The overarching goal of libraries should be to maximize access to services, materials and other information resources at the lowest possible cost. The use of aggregated statistics alone masks a number of access, performance and cost-inefficiency issues. Currently, an estimated 395,000 citizens in 38 counties do not have access to library services in the communities in which they live; 29 counties contain territory that is ―underserved by contractual library service.
In recent years, the General Assembly prohibited the creation of new library districts serving less than 10,000 people. Almost three-fifths (136) of all districts serve populations of less than 10,000. These small districts serve less than 9 percent of the population and account for only 8 percent of total statewide circulation. Small districts make up large proportions of those exceeding the state average for operating expenditures and staffing per 1,000 population and for cost per circulation. In 2006, 15 library districts serving populations of 5,050 or less were cited for failing to meet minimal state standards.
A better balance between cost and service can be achieved. We recommend the mandated reorganization of library districts across the state into 92 countywide systems, with the option to reorganize into multi-county districts when prudent. By reducing the number of districts, we can address current unserved and underserved areas and achieve additional economies of scale within administrative and purchasing expenditures.
This responsibility should be assigned to the county executive. In
The significant costs regarding technology are only a small part of what consolidation is really going to cost. The taxpayers in my district will expect to be paid for the building and its fixed assets which will include both the books and computers. Additional costs will be incurred when the Leasing Corporation for the library is dissolved and the bonds resold. Costs for this alone will be in the tens of thousands.
There is also little mention of just when the payback could (if ever) begin...decades? Even in a recent article by the South Bend Tribune it was stated that consolidation could save money regarding ordering and processing, but not administrative costs.
I would much rather form a local cooperative purchasing group for materials and processing rather than consolidate, but even doing this I fear the savings would still be minimal.

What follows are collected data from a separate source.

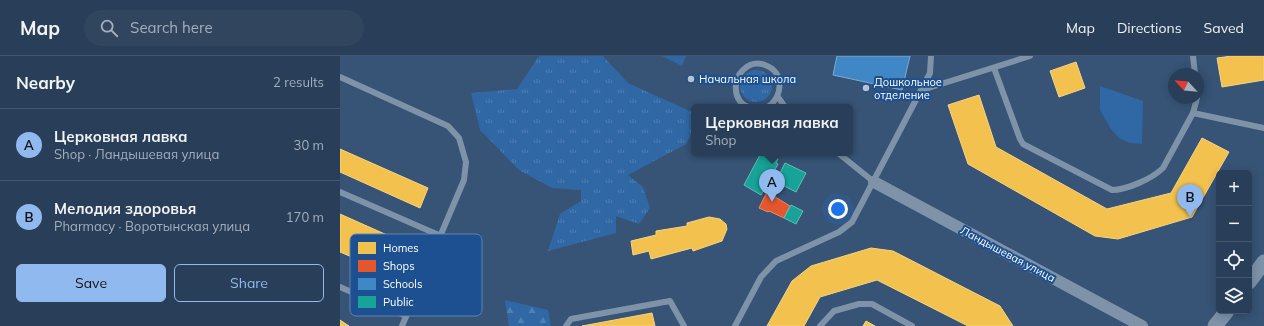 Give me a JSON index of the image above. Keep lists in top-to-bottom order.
{
  "streets": {
    "street": ["Ландышевая улица"]
  },
  "places": ["Начальная школа", "Дошкольное отделение"],
  "legend": [
    "Homes",
    "Shops",
    "Schools",
    "Public"
  ],
  "north": "top left",
  "page": {
    "header": "Map",
    "search": "Search here",
    "nav": ["Map", "Directions", "Saved"],
    "heading": ["Nearby", "2 results"],
    "popup": ["Церковная лавка", "Shop"],
    "list": [
      {
        "mark": "A",
        "name": "Церковная лавка",
        "note": "Shop · Ландышевая улица",
        "value": "30 m"
      },
      {
        "mark": "B",
        "name": "Мелодия здоровья",
        "note": "Pharmacy · Воротынская улица",
        "value": "170 m"
      }
    ],
    "pins": ["A", "B"],
    "map_buttons": ["+", "−"],
    "buttons": ["Save", "Share"]
  }
}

Recommendation #19: Require that the budgets and bonds of library and all other special districts be approved by the fiscal body of the municipal or county government containing the greatest proportion of assessed value in the unit seeking approval.
Libraries and other special districts are independent local governments governed by ex-officio and appointed members, rather than by officials elected directly by the voters. Many, although not all, have the power to levy property taxes and issue debt. Taxpayers have indicated frustration with the gap in accountability created by such enormous fiscal powers in the hands of non-elected officials.
We believe that the most direct way to address taxpayer frustration is to create an external local approval process for the budgets and debt for these local governments. We recommend that the fiscal body of the county (in the case of unincorporated areas) or municipality containing the most assessed value within the unit boundaries approve all budgets and the issuance of all bonds with input from citizens and taxpayers. We note that our proposed solution is different in kind but not in principle from the powers designed for the county board of tax and capital projects review. We conclude that fiscal restraint may work best in the hands of existing city and county councils that already are known to the public.
I honestly thought this was part of the job by the DLGF?
Recommendation #20: Strengthen the current joint purchasing infrastructure for libraries.
As I have stated in previous posts, Libraries have the opportunity to really show both the State and other Municipalities how well we cooperate with each other and the EXTREME cost savings that can be realized. It's time we train them!!
We recommend that the Indiana State Library continue its work to review, update and expand statewide purchasing and service arrangements to improve the effectiveness and efficiency of library services across the state.